● **PROMPT**
Search the entries below for the string "Bageri" and copy the lines that hold it.

● **Items listed in a dataset**
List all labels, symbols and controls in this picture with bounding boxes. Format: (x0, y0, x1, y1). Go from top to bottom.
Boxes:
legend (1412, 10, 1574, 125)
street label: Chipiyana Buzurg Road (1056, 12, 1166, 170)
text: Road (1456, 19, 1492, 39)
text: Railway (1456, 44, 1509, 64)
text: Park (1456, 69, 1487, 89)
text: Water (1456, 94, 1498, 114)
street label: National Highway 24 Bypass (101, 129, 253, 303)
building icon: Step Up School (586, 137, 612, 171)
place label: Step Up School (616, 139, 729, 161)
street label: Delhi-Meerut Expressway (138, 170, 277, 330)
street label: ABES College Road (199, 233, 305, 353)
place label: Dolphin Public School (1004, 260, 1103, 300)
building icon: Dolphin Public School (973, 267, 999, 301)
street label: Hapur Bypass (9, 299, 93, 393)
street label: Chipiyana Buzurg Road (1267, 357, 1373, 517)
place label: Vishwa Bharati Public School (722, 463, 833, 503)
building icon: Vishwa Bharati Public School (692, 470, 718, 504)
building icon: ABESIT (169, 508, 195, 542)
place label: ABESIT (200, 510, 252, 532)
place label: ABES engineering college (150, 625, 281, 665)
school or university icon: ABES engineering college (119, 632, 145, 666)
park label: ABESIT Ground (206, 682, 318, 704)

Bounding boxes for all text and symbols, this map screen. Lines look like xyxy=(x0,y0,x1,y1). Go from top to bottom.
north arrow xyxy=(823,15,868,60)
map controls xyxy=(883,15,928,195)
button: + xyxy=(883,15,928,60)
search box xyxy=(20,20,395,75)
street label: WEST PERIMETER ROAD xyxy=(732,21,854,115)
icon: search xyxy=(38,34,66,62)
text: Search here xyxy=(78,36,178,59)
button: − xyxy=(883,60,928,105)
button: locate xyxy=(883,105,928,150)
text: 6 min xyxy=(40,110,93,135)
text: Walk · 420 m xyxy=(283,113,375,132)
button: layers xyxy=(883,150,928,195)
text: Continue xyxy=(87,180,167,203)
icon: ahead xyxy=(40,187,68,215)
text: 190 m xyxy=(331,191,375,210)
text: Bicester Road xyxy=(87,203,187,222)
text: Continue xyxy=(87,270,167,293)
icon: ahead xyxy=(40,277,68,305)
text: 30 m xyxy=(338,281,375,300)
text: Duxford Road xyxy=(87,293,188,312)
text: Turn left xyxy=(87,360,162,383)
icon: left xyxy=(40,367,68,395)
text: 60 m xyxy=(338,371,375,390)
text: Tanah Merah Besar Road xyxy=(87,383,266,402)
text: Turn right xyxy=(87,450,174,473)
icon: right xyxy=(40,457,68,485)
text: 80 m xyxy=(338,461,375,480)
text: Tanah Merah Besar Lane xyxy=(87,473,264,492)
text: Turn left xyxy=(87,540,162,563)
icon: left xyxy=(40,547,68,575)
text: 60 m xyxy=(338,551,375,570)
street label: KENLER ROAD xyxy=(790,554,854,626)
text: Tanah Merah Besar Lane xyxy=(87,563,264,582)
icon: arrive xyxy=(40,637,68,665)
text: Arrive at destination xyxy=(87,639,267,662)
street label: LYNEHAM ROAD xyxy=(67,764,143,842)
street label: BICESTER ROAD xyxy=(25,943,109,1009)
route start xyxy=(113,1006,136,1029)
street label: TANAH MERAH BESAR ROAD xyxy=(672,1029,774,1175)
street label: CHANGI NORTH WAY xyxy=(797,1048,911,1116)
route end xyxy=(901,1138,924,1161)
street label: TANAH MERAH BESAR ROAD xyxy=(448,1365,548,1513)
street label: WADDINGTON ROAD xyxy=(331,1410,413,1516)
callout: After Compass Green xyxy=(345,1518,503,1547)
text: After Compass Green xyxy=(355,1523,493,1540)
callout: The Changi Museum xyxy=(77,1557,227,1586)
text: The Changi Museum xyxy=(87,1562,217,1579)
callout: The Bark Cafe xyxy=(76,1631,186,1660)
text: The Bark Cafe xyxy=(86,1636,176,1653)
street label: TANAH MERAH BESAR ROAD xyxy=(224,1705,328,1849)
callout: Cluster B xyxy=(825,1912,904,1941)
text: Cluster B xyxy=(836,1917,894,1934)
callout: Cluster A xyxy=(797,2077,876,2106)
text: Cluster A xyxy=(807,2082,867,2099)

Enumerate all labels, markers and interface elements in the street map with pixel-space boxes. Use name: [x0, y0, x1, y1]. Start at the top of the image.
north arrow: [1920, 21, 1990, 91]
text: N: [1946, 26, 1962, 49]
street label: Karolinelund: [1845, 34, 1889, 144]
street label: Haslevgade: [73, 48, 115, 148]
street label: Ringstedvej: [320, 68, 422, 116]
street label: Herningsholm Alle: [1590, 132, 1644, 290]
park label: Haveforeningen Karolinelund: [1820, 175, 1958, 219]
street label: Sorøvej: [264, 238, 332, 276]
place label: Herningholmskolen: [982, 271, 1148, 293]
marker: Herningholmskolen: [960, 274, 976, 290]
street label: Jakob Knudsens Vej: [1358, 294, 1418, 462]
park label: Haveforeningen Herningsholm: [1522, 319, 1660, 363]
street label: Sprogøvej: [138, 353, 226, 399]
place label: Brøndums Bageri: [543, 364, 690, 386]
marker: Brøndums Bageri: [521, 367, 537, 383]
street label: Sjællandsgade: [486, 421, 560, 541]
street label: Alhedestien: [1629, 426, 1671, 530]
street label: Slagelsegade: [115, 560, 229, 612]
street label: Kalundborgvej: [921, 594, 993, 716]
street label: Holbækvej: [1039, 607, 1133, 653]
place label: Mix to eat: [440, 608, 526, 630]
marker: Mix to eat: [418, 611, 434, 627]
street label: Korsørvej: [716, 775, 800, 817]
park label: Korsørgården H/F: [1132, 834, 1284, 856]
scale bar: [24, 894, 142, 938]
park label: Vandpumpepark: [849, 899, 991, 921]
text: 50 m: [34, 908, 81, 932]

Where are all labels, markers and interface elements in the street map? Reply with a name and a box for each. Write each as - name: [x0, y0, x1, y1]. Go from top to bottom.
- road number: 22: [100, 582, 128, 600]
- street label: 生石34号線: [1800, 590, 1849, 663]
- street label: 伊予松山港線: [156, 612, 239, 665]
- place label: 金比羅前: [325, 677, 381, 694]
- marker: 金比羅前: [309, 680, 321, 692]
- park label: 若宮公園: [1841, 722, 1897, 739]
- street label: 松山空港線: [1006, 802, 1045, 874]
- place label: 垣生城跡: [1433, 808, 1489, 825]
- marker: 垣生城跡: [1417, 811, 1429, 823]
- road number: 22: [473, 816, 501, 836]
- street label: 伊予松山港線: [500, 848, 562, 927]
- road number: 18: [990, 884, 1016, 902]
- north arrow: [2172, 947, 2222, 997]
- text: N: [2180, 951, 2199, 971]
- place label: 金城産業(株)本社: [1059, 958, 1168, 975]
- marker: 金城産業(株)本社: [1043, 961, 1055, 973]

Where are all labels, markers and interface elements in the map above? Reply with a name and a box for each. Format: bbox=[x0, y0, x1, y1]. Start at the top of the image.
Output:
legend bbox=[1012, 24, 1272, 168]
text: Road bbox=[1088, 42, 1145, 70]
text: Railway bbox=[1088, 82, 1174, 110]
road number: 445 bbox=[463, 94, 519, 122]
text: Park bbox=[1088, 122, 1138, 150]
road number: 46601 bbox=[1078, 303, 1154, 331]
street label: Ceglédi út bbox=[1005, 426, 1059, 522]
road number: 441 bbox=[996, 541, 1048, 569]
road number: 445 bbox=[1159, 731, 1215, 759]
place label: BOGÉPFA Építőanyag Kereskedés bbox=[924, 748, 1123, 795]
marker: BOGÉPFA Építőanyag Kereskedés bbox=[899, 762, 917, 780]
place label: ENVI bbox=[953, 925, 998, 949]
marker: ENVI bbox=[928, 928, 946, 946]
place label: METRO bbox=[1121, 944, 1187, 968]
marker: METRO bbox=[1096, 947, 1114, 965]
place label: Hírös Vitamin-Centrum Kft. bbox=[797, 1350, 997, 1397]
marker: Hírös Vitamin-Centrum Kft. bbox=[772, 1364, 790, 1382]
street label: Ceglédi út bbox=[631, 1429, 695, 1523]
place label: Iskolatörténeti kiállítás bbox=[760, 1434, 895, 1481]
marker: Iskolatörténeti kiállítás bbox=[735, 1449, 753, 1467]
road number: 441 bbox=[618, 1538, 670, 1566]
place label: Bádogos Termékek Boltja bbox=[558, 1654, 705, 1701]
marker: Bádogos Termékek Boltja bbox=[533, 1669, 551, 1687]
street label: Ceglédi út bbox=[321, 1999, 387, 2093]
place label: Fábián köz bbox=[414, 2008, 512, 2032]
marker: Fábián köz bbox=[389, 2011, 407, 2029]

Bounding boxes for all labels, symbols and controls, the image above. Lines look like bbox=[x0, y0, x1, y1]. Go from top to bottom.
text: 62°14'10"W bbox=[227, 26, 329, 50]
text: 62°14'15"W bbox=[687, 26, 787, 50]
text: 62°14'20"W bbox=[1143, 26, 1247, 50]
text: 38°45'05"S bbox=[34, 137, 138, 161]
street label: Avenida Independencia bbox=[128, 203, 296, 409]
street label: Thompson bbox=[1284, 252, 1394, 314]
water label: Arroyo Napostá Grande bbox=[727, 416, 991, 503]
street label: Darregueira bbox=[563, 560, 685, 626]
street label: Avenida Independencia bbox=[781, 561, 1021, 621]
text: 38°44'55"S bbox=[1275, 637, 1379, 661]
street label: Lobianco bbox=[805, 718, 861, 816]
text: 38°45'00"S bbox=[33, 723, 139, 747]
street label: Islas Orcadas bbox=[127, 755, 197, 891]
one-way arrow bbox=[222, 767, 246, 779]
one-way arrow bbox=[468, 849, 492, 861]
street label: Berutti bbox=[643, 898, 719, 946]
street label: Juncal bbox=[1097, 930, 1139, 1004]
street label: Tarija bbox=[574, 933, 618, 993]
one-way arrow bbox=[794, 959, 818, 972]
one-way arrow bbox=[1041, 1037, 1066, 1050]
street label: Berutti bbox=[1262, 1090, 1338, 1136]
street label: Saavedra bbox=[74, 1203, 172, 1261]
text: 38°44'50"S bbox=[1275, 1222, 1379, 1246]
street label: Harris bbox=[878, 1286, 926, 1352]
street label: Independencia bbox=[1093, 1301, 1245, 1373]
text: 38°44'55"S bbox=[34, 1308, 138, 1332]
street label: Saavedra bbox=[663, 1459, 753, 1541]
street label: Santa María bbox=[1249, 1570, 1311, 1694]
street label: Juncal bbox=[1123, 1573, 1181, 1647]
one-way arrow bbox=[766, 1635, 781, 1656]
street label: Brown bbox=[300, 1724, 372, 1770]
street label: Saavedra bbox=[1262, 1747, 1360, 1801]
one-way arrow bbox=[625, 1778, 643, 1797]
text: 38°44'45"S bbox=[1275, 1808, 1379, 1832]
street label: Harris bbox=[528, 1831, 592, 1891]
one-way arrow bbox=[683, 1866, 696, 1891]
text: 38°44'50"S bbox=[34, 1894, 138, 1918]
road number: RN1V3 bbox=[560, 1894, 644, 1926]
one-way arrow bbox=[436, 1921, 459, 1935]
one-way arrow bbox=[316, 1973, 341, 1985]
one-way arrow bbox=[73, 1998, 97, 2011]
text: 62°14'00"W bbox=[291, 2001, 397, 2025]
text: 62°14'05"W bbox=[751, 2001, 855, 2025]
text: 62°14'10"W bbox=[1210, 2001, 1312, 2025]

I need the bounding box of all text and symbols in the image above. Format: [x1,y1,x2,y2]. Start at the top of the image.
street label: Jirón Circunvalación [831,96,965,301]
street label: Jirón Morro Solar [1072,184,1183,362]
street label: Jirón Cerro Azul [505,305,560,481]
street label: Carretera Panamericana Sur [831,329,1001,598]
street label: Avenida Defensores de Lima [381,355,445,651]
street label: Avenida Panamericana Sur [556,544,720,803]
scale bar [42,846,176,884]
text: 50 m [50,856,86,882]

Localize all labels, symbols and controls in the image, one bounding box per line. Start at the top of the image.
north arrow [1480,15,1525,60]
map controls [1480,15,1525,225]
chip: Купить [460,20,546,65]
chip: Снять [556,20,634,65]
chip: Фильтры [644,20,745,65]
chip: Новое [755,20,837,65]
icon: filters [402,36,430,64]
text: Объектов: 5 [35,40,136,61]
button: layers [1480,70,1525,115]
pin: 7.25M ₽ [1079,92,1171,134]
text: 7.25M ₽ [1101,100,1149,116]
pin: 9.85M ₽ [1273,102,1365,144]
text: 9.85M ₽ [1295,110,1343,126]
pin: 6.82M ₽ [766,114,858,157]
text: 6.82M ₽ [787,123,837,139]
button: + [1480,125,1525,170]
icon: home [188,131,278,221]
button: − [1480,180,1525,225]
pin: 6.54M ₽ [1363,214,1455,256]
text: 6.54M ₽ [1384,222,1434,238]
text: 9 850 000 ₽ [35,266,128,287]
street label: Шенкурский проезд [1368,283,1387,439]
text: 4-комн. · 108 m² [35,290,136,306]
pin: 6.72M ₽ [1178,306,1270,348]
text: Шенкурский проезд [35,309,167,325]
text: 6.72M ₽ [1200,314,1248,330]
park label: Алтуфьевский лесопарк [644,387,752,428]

● **EXERCISE RESULT**
place label: Brøndums Bageri: [543, 364, 690, 386]
marker: Brøndums Bageri: [521, 367, 537, 383]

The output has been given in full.